El martes por la noche, mientras la congregación de la Iglesia Apostólica de Cristo en el área de Ilejemeje, estado de Ekiti, Nigeria, se reunía para un servicio especial, la paz fue quebrada por disparos. Hombres armados irrumpieron en el templo alrededor de las 8:30 p. m., sembrando el pánico entre los asistentes. Según testigos, el pastor fue asesinado en el acto y al menos cuarenta creyentes fueron secuestrados. Hasta ahora, no se sabe nada de su paradero.
Las autoridades locales confirmaron el ataque y desplegaron un operativo para capturar a los responsables. El gobierno del estado de Ekiti condenó enérgicamente lo ocurrido, calificándolo de "atroz e inaceptable", y ofreció condolencias a las familias afectadas. Mientras tanto, la comunidad cristiana en Nigeria y alrededor del mundo eleva oraciones por los cautivos y sus seres queridos.
Una realidad que duele: la persecución cristiana en Nigeria
Este trágico suceso no es un caso aislado. Nigeria se ha convertido en uno de los países más peligrosos para los cristianos en la actualidad. Según informes de organizaciones como Puertas Abiertas, miles de creyentes han sido asesinados, secuestrados o desplazados en los últimos años debido a la violencia ejercida por grupos extremistas, principalmente en el norte del país. Sin embargo, el ataque en Ekiti, ubicado en el suroeste, muestra que la amenaza se extiende a otras regiones.

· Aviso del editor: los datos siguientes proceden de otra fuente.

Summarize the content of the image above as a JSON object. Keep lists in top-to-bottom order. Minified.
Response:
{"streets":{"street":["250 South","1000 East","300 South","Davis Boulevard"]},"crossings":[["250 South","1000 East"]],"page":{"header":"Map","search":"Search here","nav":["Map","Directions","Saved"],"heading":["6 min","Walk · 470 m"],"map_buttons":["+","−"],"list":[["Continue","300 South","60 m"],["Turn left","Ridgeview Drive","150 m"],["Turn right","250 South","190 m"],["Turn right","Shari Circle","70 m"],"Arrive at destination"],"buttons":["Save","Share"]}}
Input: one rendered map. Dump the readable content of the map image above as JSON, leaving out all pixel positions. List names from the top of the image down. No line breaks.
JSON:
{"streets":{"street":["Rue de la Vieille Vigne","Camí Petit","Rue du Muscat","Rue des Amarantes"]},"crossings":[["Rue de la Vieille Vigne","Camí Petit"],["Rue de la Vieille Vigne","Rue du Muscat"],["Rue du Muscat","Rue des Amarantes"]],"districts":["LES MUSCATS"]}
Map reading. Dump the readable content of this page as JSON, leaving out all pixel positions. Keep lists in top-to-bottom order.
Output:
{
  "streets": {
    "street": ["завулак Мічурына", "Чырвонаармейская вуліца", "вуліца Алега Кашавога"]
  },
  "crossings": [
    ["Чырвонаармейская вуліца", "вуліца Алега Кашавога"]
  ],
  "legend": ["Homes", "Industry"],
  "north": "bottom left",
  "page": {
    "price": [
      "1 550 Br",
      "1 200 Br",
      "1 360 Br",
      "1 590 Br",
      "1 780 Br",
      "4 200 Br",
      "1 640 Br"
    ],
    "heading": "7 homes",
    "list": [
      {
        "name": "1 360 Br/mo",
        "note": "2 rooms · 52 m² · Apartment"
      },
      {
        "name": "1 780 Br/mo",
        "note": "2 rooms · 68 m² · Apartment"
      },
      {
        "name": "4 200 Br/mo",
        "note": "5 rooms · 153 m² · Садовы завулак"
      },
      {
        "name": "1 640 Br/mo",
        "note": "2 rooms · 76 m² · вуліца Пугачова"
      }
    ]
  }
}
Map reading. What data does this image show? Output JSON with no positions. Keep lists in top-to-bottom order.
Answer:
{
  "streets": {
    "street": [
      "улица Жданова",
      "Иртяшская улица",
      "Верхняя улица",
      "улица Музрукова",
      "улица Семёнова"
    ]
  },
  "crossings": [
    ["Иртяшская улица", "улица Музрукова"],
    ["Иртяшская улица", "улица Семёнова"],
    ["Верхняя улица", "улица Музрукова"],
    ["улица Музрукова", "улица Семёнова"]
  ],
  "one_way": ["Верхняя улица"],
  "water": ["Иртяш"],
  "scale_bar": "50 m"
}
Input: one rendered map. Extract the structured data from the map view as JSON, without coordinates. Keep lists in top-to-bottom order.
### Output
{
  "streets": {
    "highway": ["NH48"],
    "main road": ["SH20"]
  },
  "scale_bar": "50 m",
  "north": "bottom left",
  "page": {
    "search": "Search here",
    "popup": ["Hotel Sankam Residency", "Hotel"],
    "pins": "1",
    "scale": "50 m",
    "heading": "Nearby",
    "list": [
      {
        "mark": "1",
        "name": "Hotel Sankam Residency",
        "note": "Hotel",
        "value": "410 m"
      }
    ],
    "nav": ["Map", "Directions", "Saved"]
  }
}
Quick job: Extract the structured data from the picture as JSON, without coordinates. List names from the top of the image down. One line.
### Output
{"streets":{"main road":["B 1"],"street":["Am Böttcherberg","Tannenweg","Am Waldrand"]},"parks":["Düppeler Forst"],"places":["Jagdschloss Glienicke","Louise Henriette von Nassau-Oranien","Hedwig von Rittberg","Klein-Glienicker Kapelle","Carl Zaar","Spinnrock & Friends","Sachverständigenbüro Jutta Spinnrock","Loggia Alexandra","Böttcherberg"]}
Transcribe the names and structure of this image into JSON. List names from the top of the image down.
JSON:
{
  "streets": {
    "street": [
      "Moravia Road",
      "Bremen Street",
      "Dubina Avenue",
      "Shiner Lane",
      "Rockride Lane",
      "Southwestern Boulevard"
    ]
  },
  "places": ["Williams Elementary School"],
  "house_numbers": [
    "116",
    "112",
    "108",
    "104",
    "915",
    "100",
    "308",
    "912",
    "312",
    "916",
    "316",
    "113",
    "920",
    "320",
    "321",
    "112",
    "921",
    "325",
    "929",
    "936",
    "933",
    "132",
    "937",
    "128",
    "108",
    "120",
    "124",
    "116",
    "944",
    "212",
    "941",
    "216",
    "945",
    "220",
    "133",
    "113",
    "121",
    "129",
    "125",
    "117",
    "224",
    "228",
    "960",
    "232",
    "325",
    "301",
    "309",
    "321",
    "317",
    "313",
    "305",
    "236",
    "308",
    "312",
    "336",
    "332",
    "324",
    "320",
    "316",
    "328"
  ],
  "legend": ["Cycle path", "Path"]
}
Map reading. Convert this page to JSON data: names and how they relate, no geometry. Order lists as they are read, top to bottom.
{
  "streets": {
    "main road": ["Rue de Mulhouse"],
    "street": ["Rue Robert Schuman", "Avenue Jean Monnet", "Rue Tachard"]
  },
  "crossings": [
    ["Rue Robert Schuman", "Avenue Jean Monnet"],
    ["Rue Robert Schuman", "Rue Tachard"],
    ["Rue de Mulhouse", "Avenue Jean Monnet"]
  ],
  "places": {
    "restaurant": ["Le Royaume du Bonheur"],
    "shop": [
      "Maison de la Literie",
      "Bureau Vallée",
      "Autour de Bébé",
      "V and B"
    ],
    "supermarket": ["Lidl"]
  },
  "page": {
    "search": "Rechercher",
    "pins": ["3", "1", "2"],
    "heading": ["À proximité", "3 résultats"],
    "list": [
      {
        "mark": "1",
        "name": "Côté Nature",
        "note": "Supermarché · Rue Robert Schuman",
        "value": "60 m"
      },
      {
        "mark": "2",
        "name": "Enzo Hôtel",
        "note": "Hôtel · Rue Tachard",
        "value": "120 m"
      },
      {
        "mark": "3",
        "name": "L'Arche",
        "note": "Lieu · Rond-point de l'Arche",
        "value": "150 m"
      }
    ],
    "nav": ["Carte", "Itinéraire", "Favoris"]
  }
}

La Biblia nos recuerda que "el mundo los odiará" (Juan 15:18-19), pero también nos llama a no desmayar. En medio del dolor, la iglesia en Nigeria sigue firme, confiando en que "el Señor está cerca de los quebrantados de corazón" (Salmo 34:18).
El papel de las autoridades y la comunidad internacional
El gobierno nigeriano ha prometido redoblar esfuerzos para rescatar a los secuestrados y llevar a los culpables ante la justicia. Sin embargo, la comunidad cristiana internacional pide acciones concretas que garanticen la seguridad de los lugares de culto. Organizaciones como la Alianza Evangélica Mundial han instado a las Naciones Unidas a intervenir para proteger a las minorías religiosas en Nigeria.
Como hermanos en la fe, podemos apoyar a través de la oración y la difusión de estas noticias. No olvidemos a los que sufren por causa de Cristo: "Acordaos de los presos, como si estuvierais presos con ellos" (Hebreos 13:3).
¿Qué dice la Biblia ante la persecución?
La Palabra de Dios no oculta que los seguidores de Jesús enfrentarán tribulación. En Mateo 5:10-12, Jesús declara: "Bienaventurados los que padecen persecución por causa de la justicia, porque de ellos es el reino de los cielos". Esto no significa que debamos buscar el sufrimiento, sino que, cuando llegue, podemos confiar en que Dios está con nosotros y que nuestra recompensa es eterna.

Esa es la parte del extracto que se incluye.